In a separate interview to the Siuslaw News, McGlade, who did not attend the planning meeting, expanded on the idea, stated there would also be an apartment building.
“We’re looking at an age-restricted 55 and older. That would be considered independent living,” he said. “Those would be people who don’t require much help with day to day activities, but they can participate in amenities from assisted living. And we’re also debating having a home health component as well, where people in the community can come.”
There will also be 28 cottages that will act as transitional housing.
“Those are for people who wish to live in close proximity to an assisted living, but have more independence,” McGlade said. “They may be someone who wants to be linked in technologically with the monitoring systems, they might want to take meals from assisted living and take part of social programs, but they still can live somewhat independently.”
Aside from housing, there will also be extensive commercial properties available.
“Those could range from a doctor office to an accounting office,” Cavaness said. “Lower intensity types of uses.”
He said that he already knew of an urgent care facility that had expressed interest in the facility.
He added a description for possible retail shops.
“These are going to be smaller, owner-operated shops,” he explained. “They are not going to be something that’s going to be owned by large national corporations. Our hope would be that this would be something that would foster and increase economic development from within the community itself.”
As Cannery Station’s first phase is completed, more specific planning on the remaining phases will begin, with eight in total. The exact order of the phases is unknown, as the organizers will be looking for investors and ideas about the remaining pieces.
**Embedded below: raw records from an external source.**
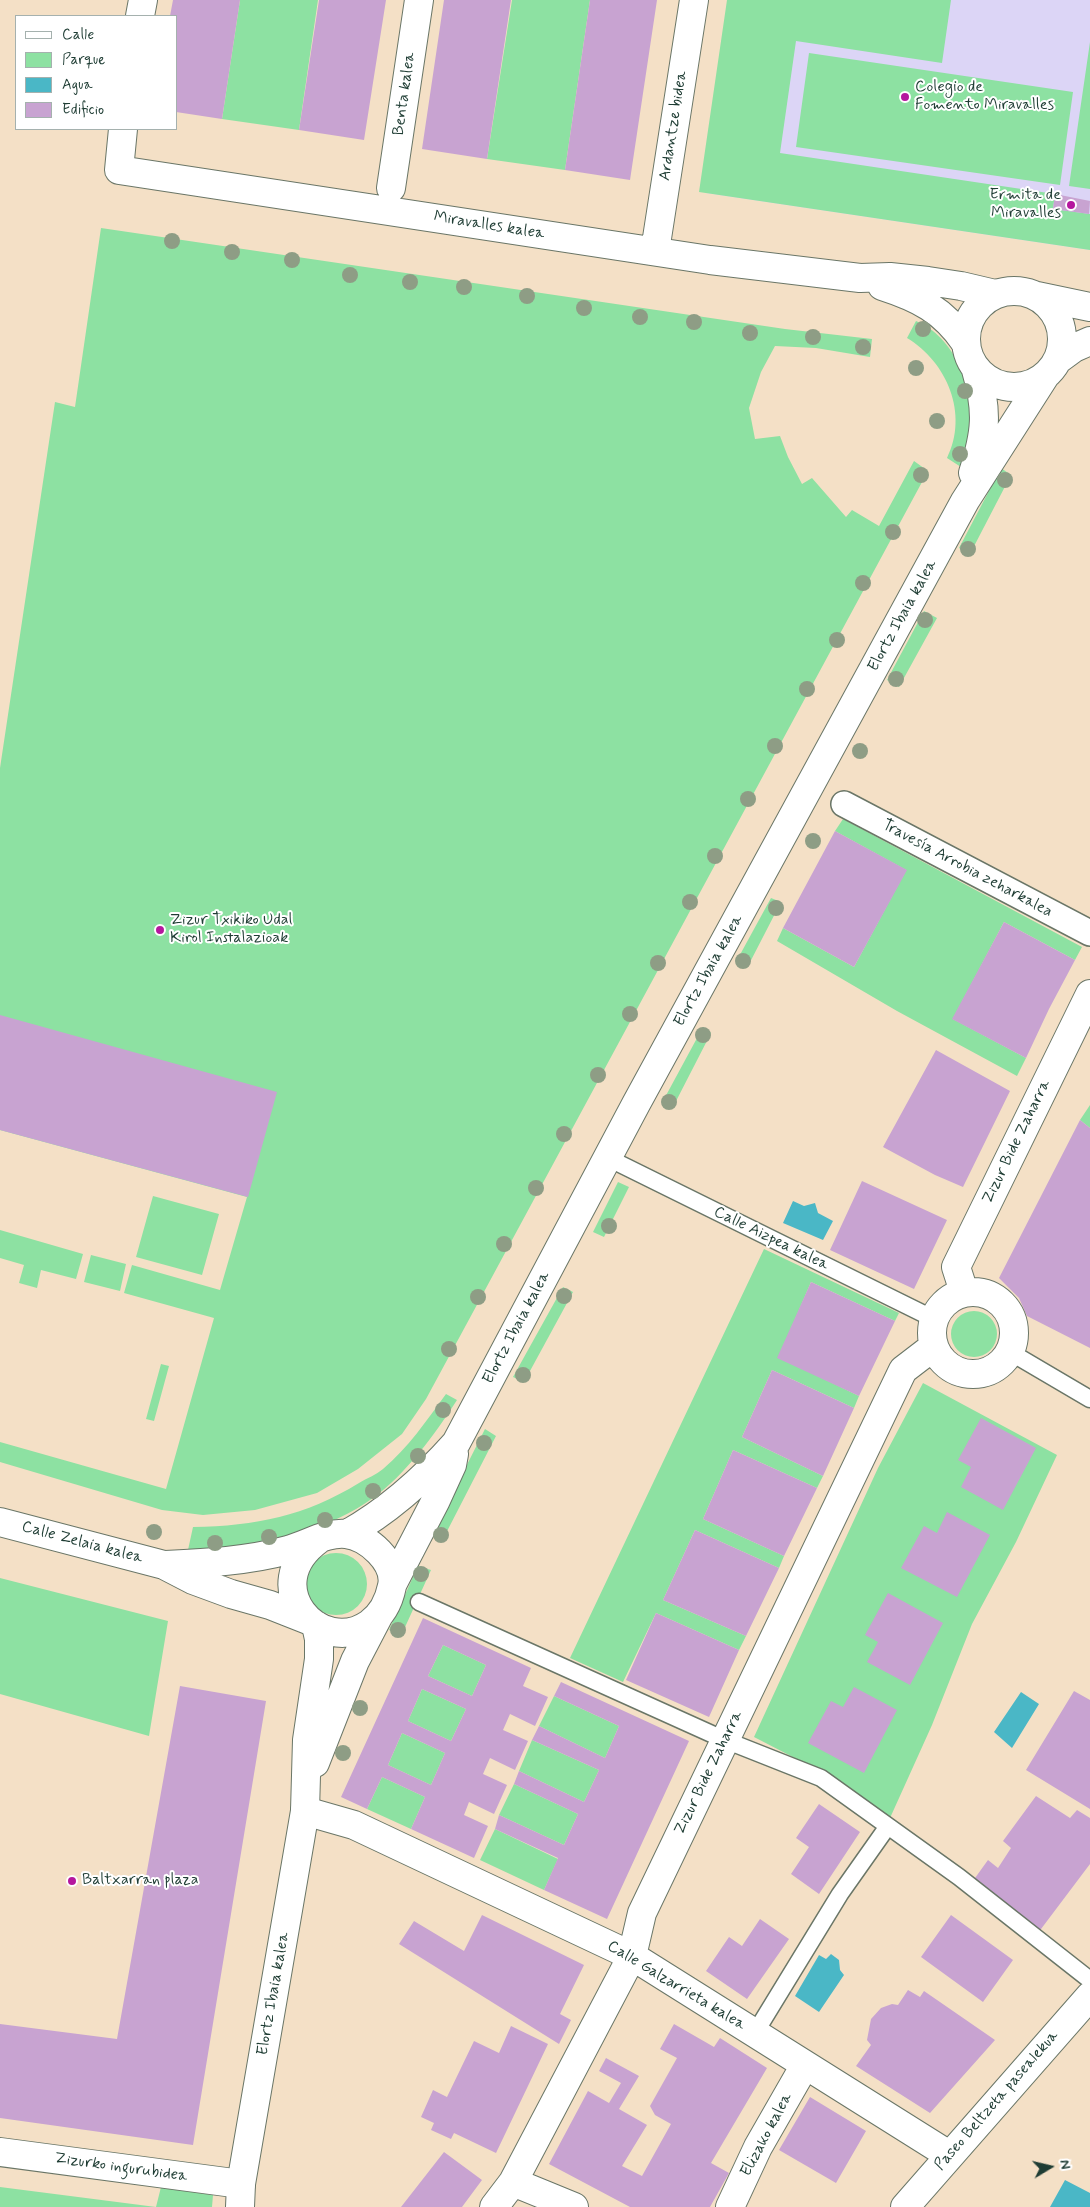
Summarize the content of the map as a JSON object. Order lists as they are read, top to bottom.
{
  "streets": {
    "street": [
      "Benta kalea",
      "Ardantze bidea",
      "Miravalles kalea",
      "Elortz Ibaia kalea",
      "Travesía Arrobia zeharkalea",
      "Zizur Bide Zaharra",
      "Calle Zelaia kalea",
      "Calle Galzarrieta kalea",
      "Paseo Beltzeta pasealekua",
      "Elizako kalea",
      "Zizurko ingurubidea"
    ],
    "lane": ["Calle Aizpea kalea"]
  },
  "crossings": [
    ["Ardantze bidea", "Miravalles kalea"],
    ["Miravalles kalea", "Elortz Ibaia kalea"],
    ["Elortz Ibaia kalea", "Calle Aizpea kalea"],
    ["Elortz Ibaia kalea", "Calle Zelaia kalea"],
    ["Elortz Ibaia kalea", "Calle Galzarrieta kalea"],
    ["Elortz Ibaia kalea", "Zizurko ingurubidea"],
    ["Zizur Bide Zaharra", "Calle Aizpea kalea"],
    ["Zizur Bide Zaharra", "Calle Galzarrieta kalea"],
    ["Calle Galzarrieta kalea", "Paseo Beltzeta pasealekua"],
    ["Calle Galzarrieta kalea", "Elizako kalea"]
  ],
  "places": [
    "Colegio de Fomento Miravalles",
    "Ermita de Miravalles",
    "Zizur Txikiko Udal Kirol Instalazioak",
    "Baltxarran plaza"
  ],
  "legend": [
    "Calle",
    "Parque",
    "Agua",
    "Edificio"
  ],
  "north": "right"
}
“In order to build phase one, there has to be a component of utilities and water that will be required for the whole development,” McGlade explained. “If anything, it prepares the rest of this to more easily be developed, with less chance of running into roadblocks. When you have something operating and you have part of it built, it tends to accelerate the other pieces. They do act in a synergistic fashion where the first one is the hardest to get built. Once that is put in place, it’s much easier.”
Cavaness explained how it is a benefit to have leeway with the time frame.
“What I ask for is flexibility, so that if there’s a particular tenant who comes in with a need for particular square footage, we can provide them with an 8,000-square-foot building. If somebody says, ‘I just want to come in here with a 25-square-foot area,’ I can provide that as well. All we’re asking for is flexibility,” he said.
Beyond commerce, the finished project also plans to be environmentally pleasing.
“From a landscaping standpoint, 30 percent of the developable area is going to be landscaped,” Cavaness told the commission. “Approximately 45,000 square feet of that area will be dedicated to a combination of passive and active recreational uses, which is 39 percent of the open space. Code requires 25. We are almost twice as much as what the code requires.”
He also stated that there would be a heavy use of native plants in the area.
“We don’t want to bring out other items that we have to be constantly replacing that have increased water needs. We will be making every effort the use native landscaping materials to the greatest extent practical,” he said. “This will be a very beautiful place that will only enhance the area.”
The Planning Commission asked Cavanass many clarifying questions, including when the project could break ground.
“I would like to start site improvements as quickly as possible,” Cavaness answered. “If I can start before Thanksgiving, I will be very happy. I would like to start vertical construction in February.”
The commission also compared Cannery Station to existing developments and their homeowner association (HOA) requirements for storage, as well as questions on clearcutting.
“We have obtained a clearing permit for a portion of the property (phase one),” Cavaness said. “Anything up to the north will remain in its current vegetative condition until a development plan is proposed. With that said, an access road will be constructed off of Munsel Lake.”
According to the current plan, the transitional housing portion said that two-story residential housing would be part of the design.
The commission suggested that most transitional residents would be adverse to stairs.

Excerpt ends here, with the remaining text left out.